Indian bond yields ease on euro zone concerns

Published September 20, 2011 Updated September 20, 2011 11:31am

 MUMBAI: India's federal bond yields inched lower on Tuesday as investors bought safe-haven government debt on euro zone troubles, with a fall in US yields and global oil also supporting.

The yield on the benchmark 10-year paper was at 8.31 percent, down 1 basis point from its close on Monday.

Total volume on the central bank's electronic trading platform was moderate at 24.4 billion rupees ($506 million).

"The market is seeing some buying on the back of global factors. The comments from Gokarn were also very comforting although the market still expects another rate hike in October, possibly the last," said Anoop Verma, an associate vice president at Development Credit Bank.

India faces inflation of close to 10 percent in the September-November period but price pressure should moderate from December, meaning the peak of an 18-month rate rise cycle is near, Reserve Bank of India Deputy Governor Subir Gokarn said on Monday.

The central bank had raised rates last Friday for the 12th time since mid-March 2010 and signalled more was to come, confounding expectations that it was coming to the end of its tightening cycle and putting it at odds with global peers focused on reviving weak demand.

"Every rally will have profit bookings so the market moves in short spurts.

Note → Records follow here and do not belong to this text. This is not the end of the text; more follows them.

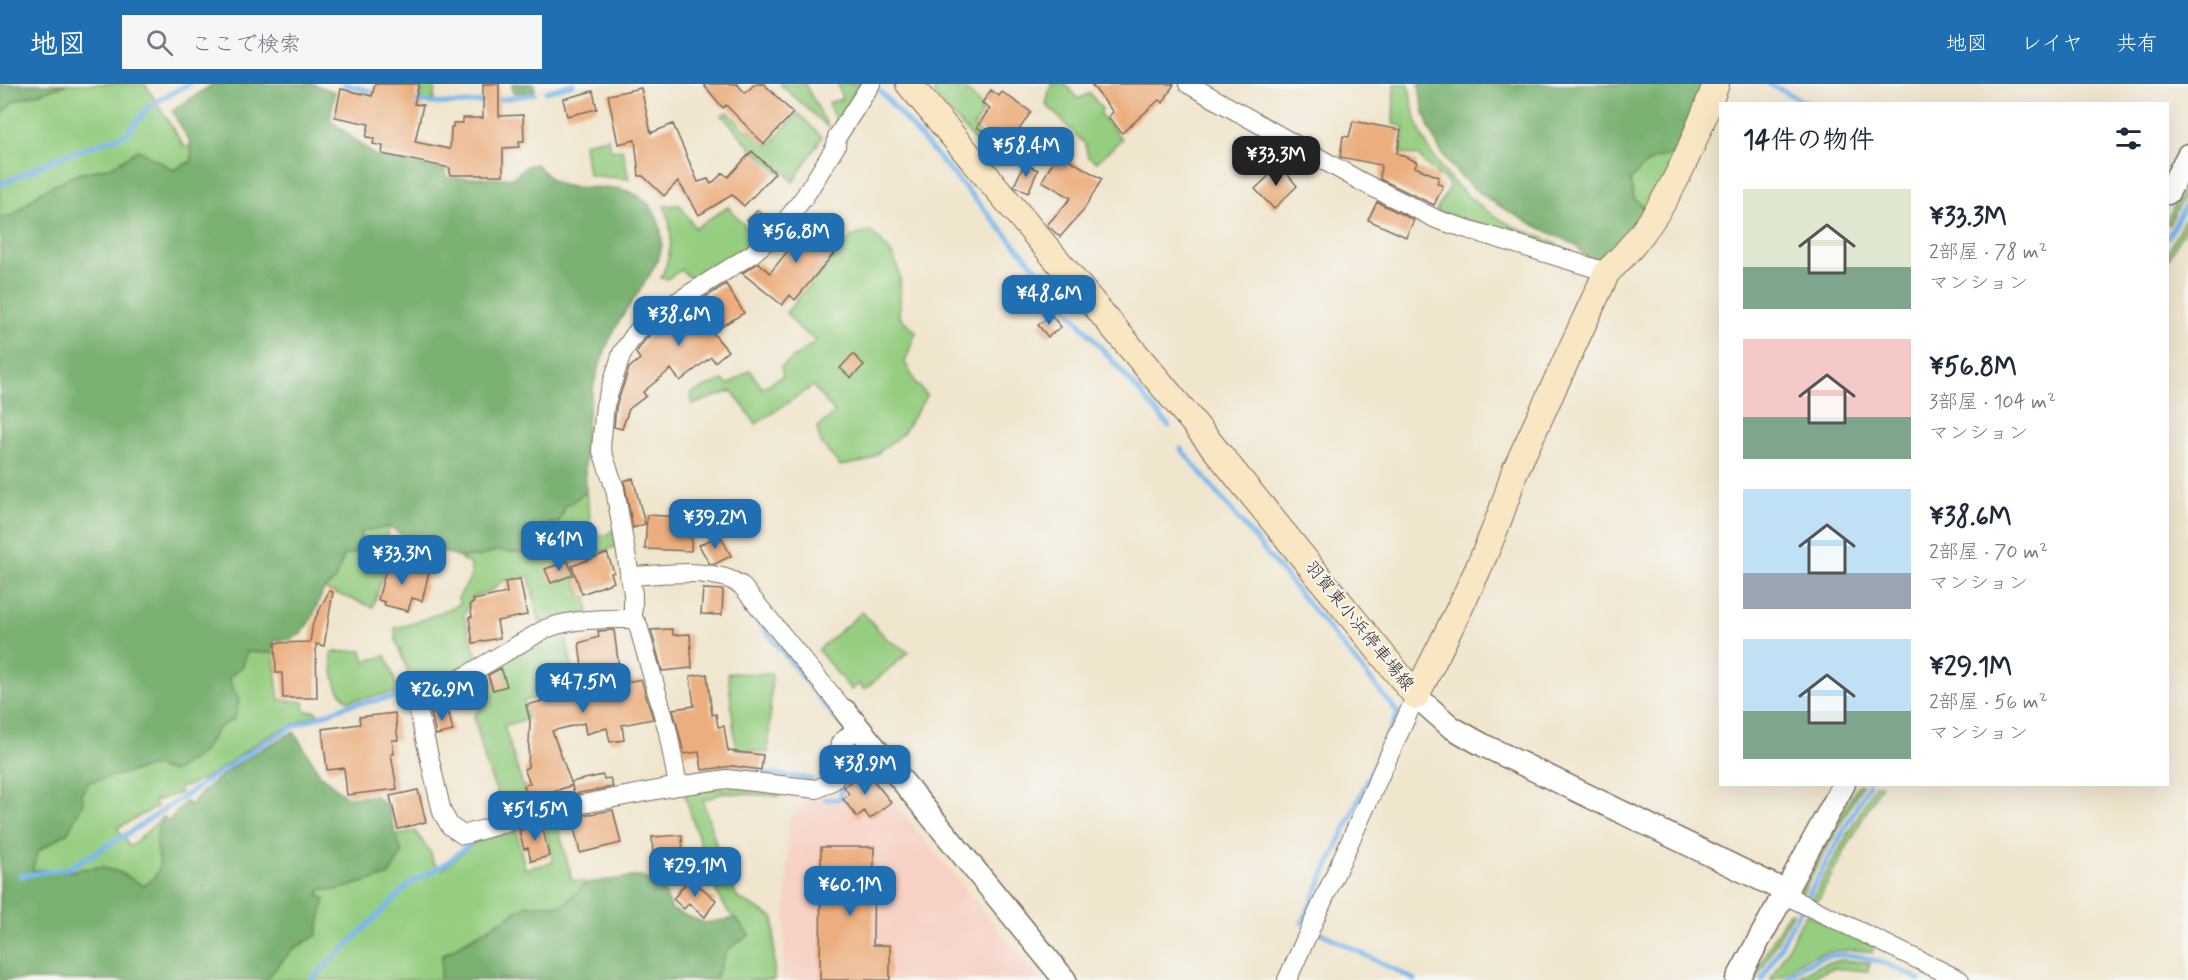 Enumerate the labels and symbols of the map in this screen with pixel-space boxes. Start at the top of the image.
pin: ¥58.4M [977,127,1075,178]
pin: ¥33.3M [1227,136,1325,187]
pin: ¥56.8M [747,213,845,264]
pin: ¥48.6M [1000,275,1098,326]
pin: ¥38.6M [630,296,728,347]
pin: ¥39.2M [666,499,764,550]
pin: ¥61M [523,521,595,572]
pin: ¥33.3M [353,535,451,586]
street label: 羽賀東小浜停車場線 [1299,555,1419,697]
pin: ¥47.5M [534,663,632,714]
pin: ¥26.9M [393,671,491,722]
pin: ¥38.9M [816,745,914,796]
pin: ¥51.5M [486,791,584,842]
pin: ¥29.1M [646,847,744,898]
pin: ¥60.1M [801,866,899,917]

At this point you can't expect big rallies," Verma said.

US Treasury debt prices rose on Monday as fears over the euro zone debt crisis fueled safe-haven buying and investors looked for the Federal Reserve to intervene in the bond market to lower long-term interest rates.

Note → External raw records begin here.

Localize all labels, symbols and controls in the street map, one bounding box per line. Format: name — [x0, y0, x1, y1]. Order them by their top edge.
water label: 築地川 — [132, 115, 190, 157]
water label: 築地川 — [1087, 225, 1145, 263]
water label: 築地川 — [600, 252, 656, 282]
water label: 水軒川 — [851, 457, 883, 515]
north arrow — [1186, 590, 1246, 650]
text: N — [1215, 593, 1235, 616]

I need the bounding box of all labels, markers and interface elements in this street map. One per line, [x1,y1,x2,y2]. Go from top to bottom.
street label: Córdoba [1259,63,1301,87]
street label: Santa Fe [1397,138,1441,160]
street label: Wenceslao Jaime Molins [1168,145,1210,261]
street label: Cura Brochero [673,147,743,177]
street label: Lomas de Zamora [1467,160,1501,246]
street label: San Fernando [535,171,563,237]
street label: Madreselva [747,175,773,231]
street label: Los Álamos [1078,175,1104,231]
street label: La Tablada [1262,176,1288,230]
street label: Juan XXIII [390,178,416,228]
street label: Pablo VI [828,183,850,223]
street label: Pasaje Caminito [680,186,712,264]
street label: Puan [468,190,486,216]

In Asian trade, the 10-year US benchmark bond yield was at 1.94 percent, down 2 bps from late New York trade on Monday, when it had dropped 9 bps.

Traders will be eyeing the Fed's two-day meeting ending on Wednesday for direction amid market talk it will take more monetary easing measures.

Brent crude futures steadied above $109 on Tuesday, after two days of heavy losses on worries that a looming default by Greece will destabilise the global financial system, threaten global growth and pare oil consumption.

"Oil prices will provide cues on how domestic inflation would perform going ahead, so they will be monitored," a senior dealer with a foreign bank said.

The benchmark five-year swap rate and the one-year rate were both down 2 basis points each at 6.84 percent and 7.90 percent, respectively.